[Items from a data source]
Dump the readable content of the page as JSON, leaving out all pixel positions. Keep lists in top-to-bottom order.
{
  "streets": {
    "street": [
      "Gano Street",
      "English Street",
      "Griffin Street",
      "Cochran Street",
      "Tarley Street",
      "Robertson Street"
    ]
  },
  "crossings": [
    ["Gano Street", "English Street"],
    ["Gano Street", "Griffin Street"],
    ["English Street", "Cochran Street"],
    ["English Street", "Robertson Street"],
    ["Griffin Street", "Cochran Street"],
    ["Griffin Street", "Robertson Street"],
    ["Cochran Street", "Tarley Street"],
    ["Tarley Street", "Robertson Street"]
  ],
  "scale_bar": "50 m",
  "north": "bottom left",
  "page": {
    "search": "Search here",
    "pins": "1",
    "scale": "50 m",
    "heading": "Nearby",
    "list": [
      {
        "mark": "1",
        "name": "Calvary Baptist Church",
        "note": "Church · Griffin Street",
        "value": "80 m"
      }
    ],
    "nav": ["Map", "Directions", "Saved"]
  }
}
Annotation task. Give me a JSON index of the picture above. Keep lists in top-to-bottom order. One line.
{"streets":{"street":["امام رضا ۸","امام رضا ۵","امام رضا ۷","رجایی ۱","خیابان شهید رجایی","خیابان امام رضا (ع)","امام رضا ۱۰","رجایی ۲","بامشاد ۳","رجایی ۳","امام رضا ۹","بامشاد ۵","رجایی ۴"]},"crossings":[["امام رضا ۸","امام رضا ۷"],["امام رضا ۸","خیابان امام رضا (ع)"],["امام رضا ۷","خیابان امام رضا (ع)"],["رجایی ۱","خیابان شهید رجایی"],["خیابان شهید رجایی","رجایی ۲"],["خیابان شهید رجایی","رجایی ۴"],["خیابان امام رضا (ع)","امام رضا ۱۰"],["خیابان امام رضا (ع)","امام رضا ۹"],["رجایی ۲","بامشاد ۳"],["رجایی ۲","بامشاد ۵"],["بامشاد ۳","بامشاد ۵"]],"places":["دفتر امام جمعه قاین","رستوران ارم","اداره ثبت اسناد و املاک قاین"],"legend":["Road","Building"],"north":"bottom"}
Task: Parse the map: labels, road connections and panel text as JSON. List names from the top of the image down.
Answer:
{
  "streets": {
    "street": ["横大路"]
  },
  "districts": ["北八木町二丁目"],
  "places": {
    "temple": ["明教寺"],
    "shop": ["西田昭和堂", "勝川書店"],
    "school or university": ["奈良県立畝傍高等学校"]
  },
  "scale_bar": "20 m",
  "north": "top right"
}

* THE PROBLEM *
Without altering a single word, transcribe the entries above.

* WRITTEN SOLUTION *
Dump the readable content of the page as JSON, leaving out all pixel positions. Keep lists in top-to-bottom order.
{
  "streets": {
    "street": [
      "Gano Street",
      "English Street",
      "Griffin Street",
      "Cochran Street",
      "Tarley Street",
      "Robertson Street"
    ]
  },
  "crossings": [
    ["Gano Street", "English Street"],
    ["Gano Street", "Griffin Street"],
    ["English Street", "Cochran Street"],
    ["English Street", "Robertson Street"],
    ["Griffin Street", "Cochran Street"],
    ["Griffin Street", "Robertson Street"],
    ["Cochran Street", "Tarley Street"],
    ["Tarley Street", "Robertson Street"]
  ],
  "scale_bar": "50 m",
  "north": "bottom left",
  "page": {
    "search": "Search here",
    "pins": "1",
    "scale": "50 m",
    "heading": "Nearby",
    "list": [
      {
        "mark": "1",
        "name": "Calvary Baptist Church",
        "note": "Church · Griffin Street",
        "value": "80 m"
      }
    ],
    "nav": ["Map", "Directions", "Saved"]
  }
}
Annotation task. Give me a JSON index of the picture above. Keep lists in top-to-bottom order. One line.
{"streets":{"street":["امام رضا ۸","امام رضا ۵","امام رضا ۷","رجایی ۱","خیابان شهید رجایی","خیابان امام رضا (ع)","امام رضا ۱۰","رجایی ۲","بامشاد ۳","رجایی ۳","امام رضا ۹","بامشاد ۵","رجایی ۴"]},"crossings":[["امام رضا ۸","امام رضا ۷"],["امام رضا ۸","خیابان امام رضا (ع)"],["امام رضا ۷","خیابان امام رضا (ع)"],["رجایی ۱","خیابان شهید رجایی"],["خیابان شهید رجایی","رجایی ۲"],["خیابان شهید رجایی","رجایی ۴"],["خیابان امام رضا (ع)","امام رضا ۱۰"],["خیابان امام رضا (ع)","امام رضا ۹"],["رجایی ۲","بامشاد ۳"],["رجایی ۲","بامشاد ۵"],["بامشاد ۳","بامشاد ۵"]],"places":["دفتر امام جمعه قاین","رستوران ارم","اداره ثبت اسناد و املاک قاین"],"legend":["Road","Building"],"north":"bottom"}
Task: Parse the map: labels, road connections and panel text as JSON. List names from the top of the image down.
Answer:
{
  "streets": {
    "street": ["横大路"]
  },
  "districts": ["北八木町二丁目"],
  "places": {
    "temple": ["明教寺"],
    "shop": ["西田昭和堂", "勝川書店"],
    "school or university": ["奈良県立畝傍高等学校"]
  },
  "scale_bar": "20 m",
  "north": "top right"
}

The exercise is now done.